Your goal. Count every line of the listing where the string "Elevation" occurs, and reply with the count alone.

Materials provided.
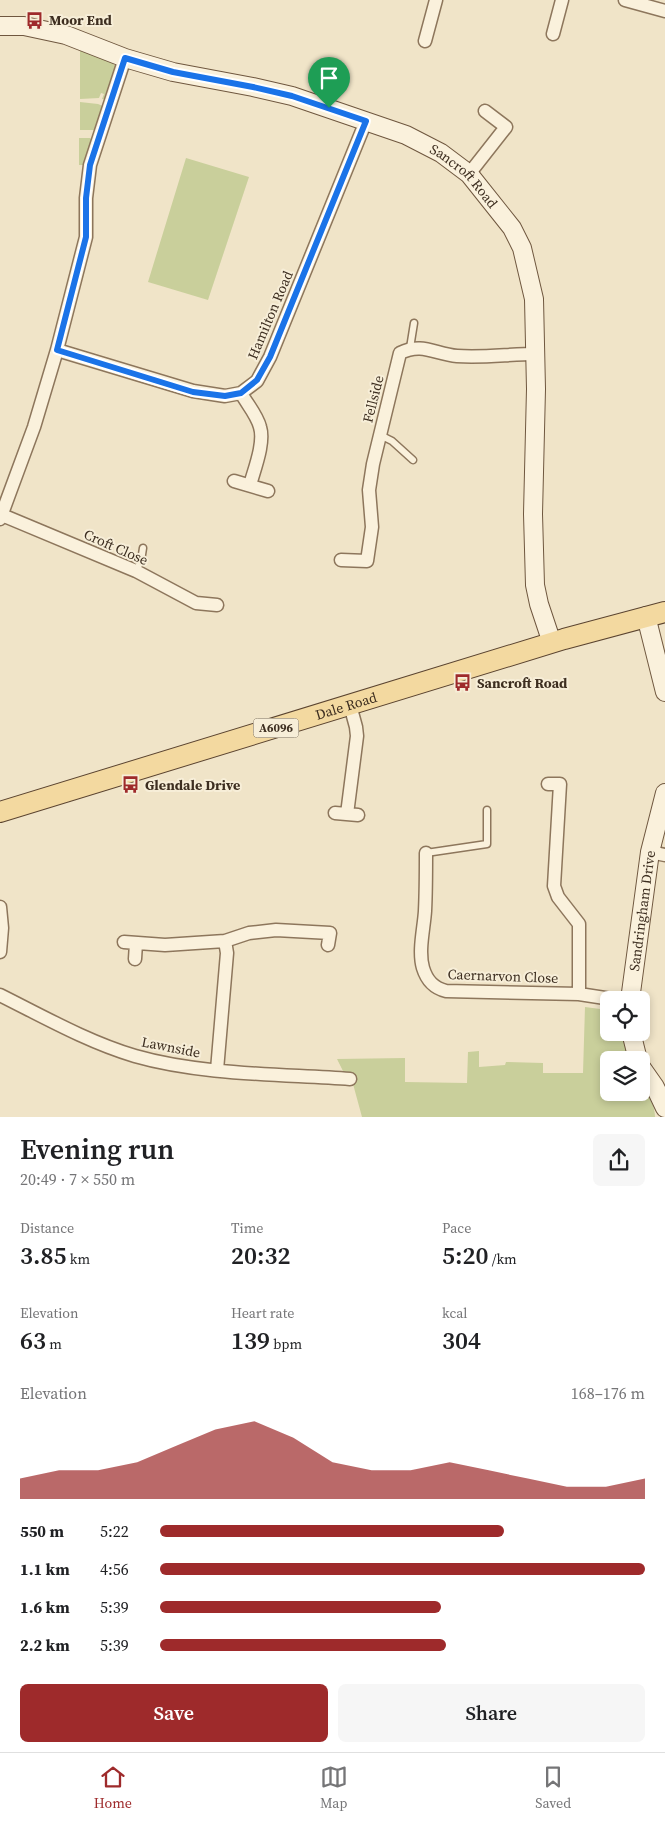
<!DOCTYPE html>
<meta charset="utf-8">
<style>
body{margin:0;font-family:"Source Serif 4",serif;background:#f6f6f6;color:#202124;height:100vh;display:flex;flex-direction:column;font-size:19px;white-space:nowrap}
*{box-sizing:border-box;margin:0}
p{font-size:16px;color:#757577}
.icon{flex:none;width:28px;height:28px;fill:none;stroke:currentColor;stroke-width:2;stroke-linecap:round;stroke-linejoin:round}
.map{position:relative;height:1117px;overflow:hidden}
.panel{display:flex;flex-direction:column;background:#fff;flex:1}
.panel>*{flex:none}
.buttons{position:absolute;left:600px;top:991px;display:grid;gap:10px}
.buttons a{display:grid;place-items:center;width:50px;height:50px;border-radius:8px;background:#fff;box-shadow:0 2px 8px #0003;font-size:25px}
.pin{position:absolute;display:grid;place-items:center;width:42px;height:42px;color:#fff;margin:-51px -21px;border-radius:50% 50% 50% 0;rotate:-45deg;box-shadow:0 0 5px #0007}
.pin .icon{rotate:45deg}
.round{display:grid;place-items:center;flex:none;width:52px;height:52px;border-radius:8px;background:#f6f6f6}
.head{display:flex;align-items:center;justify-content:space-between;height:85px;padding:0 20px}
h1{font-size:28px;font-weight:600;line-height:38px}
.figures{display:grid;grid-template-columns:repeat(3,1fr);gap:8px;height:85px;padding:5px 20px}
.figures div{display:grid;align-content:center}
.figures b{font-size:25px;font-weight:600}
.figures small{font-size:14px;font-weight:400}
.figures p{font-size:14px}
.chart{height:140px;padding:10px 20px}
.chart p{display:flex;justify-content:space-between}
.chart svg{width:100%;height:90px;margin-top:5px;fill:#9e2a2b;opacity:.7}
.primary-button{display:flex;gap:10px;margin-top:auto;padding:10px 20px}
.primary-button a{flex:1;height:58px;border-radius:8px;background:#9e2a2b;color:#fff;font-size:20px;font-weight:600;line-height:58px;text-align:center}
.primary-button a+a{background:#f6f6f6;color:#202124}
ul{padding:0 20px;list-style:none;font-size:16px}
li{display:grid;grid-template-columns:80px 60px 1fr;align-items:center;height:38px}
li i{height:12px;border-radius:6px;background:#9e2a2b}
.menu{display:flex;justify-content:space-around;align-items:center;height:70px;border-top:1px solid #e0e0e0;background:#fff;font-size:14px;color:#757577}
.menu a{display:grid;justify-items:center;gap:2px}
.menu .current{color:#9e2a2b}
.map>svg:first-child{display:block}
.green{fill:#c9cf9b}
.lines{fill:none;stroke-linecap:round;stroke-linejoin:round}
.lane-casing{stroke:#8d765c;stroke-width:9}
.street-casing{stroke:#8d765c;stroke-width:15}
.secondary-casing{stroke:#6f573f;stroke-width:20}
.primary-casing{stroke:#5b4430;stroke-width:22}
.lane{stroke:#faf1dc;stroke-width:6}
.street{stroke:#faf1dc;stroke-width:12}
.secondary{stroke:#faf1dc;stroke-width:18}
.primary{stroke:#f3d9a0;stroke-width:20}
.route-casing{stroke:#fff;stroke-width:10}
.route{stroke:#1a73e8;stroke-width:6}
.labels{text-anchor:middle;stroke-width:4;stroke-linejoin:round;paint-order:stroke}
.shield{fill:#f7eed8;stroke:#756857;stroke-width:1}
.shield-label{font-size:12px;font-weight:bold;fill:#3d2e20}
.poi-label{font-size:14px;font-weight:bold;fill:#3d2e20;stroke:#f7eed8;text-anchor:start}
.street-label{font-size:14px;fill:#3d2e20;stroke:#f7eed8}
</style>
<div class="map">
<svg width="665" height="1117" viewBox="0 0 665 1117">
<rect width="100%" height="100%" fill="#f0e4c8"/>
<path class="green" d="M80 50 112 62 116 67 107 99H102L104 94 101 93 99 98 80 99Z
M80 102 98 104 105 107 96 130H80Z
M79 138H90L93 141 85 165H79Z
M186 158 249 177 208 300 148 282Z
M605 1005 609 1006V1032L623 1033 628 1060H609V1092H641V1087C649 1096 655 1105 655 1117H362L353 1084 344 1073 337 1059 405 1058V1082L467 1083 468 1052 479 1051V1067L505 1065 506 1062 543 1063V1073H583L585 1007 600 1009Z"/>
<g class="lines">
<defs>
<path id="lane" d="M410 348 414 323
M380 435 392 441 413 460
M136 571 141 561 143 548
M426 853 487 844V810"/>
<path id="street" d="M625 0 665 11
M553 34 562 0
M425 41 436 0
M469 174 506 127 485 111
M57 350 193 391 225 396 241 393 257 381 270 357 366 121
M241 393C247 404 257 415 260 427 265 443 254 470 250 485
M234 481 268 491
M2 515 136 571 196 603 217 605
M0 519 34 427 57 350 86 237V198L90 165 125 58
M341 560 367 561 372 527 369 490 373 464 400 353C422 342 435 354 457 356 483 358 510 354 536 354
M548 784H560L554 886 558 897 579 924V994
M335 813 358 815
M347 814 357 736 356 727 350 705
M650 852 665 855
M426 853C426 872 426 891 425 911 424 928 418 951 423 968 427 981 434 988 446 991L579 994 618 1000
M0 907 2 928 0 952
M124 942 165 945 225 941 249 933 276 930 330 933 328 945
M135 959 136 943
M0 995C44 1017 88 1042 135 1056 201 1075 281 1074 350 1079
M217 1070 227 953 225 941"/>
<g id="secondary">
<path id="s1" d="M0 26H24L66 35 125 58 173 72 253 87 292 96 406 135 441 153 469 174 512 228 522 248 534 299 536 389 533 514 535 585 539 604 552 643"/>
<path d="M646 616 665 692"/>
<path id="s2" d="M630 1000 650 852 665 793"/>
<path d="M631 1032 638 1060"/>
<path d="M641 1067 655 1087 665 1108"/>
</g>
<g id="primary">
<path id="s3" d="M0 812 564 639 665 612"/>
</g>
</defs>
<use href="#lane" class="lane-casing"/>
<use href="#street" class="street-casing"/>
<use href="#secondary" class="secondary-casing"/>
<use href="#primary" class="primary-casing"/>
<use href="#lane" class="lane"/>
<use href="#street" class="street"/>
<use href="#secondary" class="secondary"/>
<use href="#primary" class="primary"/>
</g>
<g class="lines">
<defs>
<path id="route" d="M125 58 173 72 253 87 292 96 366 121 270 357 257 380 241 393 225 396 193 392 57 350 86 237V198L90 165Z"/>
</defs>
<use href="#route" class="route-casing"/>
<use href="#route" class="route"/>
</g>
<defs>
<symbol id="bus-bare" viewBox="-9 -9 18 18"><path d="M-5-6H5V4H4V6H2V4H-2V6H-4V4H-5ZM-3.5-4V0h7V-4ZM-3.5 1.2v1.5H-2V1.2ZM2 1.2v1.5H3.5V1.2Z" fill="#9e2a2b" stroke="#f7eed8" stroke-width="2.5" paint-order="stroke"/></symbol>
</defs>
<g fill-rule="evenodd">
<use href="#bus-bare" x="22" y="8" width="25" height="25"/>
<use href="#bus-bare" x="450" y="670" width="25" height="25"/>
<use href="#bus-bare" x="118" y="772" width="25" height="25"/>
</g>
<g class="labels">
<rect class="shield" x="253.5" y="718.5" width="45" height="19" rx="4"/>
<g class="shield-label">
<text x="276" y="732">A6096</text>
</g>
<g class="poi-label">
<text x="49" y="25">Moor End</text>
<text x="477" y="688">Sancroft Road</text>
<text x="145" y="790">Glendale Drive</text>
</g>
<g class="street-label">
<text dy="5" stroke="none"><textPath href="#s1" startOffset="494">Sancroft Road</textPath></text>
<text transform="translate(270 315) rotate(-67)" y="5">Hamilton Road</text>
<text transform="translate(373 399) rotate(-76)" y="5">Fellside</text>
<text transform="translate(116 547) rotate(24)" y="5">Croft Close</text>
<text dy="5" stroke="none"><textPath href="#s3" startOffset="362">Dale Road</textPath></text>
<text dy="5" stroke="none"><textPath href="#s2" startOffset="90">Sandringham Drive</textPath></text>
<text transform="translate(503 976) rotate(2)" y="5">Caernarvon Close</text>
<text transform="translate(171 1047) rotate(11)" y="5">Lawnside</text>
</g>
</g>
</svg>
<div class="buttons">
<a><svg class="icon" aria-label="locate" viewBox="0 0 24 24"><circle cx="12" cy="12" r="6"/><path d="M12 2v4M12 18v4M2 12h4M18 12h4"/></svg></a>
<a><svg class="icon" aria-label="layers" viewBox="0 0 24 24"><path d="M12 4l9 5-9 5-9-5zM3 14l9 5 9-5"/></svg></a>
</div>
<div class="pin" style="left:329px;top:108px;background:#1e9e55"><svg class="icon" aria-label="arrive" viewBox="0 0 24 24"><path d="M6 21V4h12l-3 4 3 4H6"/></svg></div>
</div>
<section class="panel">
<div class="head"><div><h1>Evening run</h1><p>20:49 · 7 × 550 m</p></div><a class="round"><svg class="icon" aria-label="share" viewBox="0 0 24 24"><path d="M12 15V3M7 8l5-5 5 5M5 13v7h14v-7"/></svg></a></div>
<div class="figures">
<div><p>Distance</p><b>3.85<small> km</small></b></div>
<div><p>Time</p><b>20:32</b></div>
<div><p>Pace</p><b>5:20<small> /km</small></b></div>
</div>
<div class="figures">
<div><p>Elevation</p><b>63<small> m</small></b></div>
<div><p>Heart rate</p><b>139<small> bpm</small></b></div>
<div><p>kcal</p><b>304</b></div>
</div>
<div class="chart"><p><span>Elevation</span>168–176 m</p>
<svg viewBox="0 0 160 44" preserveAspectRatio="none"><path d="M0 44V34L10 30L20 30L30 26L40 18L50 10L60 6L70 14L80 26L90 30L100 30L110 26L120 30L130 34L140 38L150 38L160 34V44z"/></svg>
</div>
<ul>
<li><b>550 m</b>5:22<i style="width:71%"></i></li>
<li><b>1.1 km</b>4:56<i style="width:100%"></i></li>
<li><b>1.6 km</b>5:39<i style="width:58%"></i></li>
<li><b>2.2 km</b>5:39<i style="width:59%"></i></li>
</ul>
<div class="primary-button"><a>Save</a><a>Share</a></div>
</section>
<nav class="menu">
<a class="current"><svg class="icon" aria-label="home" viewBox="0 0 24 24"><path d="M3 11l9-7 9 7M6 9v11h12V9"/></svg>Home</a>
<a><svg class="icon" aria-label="map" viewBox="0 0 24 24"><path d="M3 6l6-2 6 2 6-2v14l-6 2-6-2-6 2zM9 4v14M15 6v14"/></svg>Map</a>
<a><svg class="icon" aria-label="saved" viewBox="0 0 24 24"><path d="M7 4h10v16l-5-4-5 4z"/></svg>Saved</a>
</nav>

Response area. 2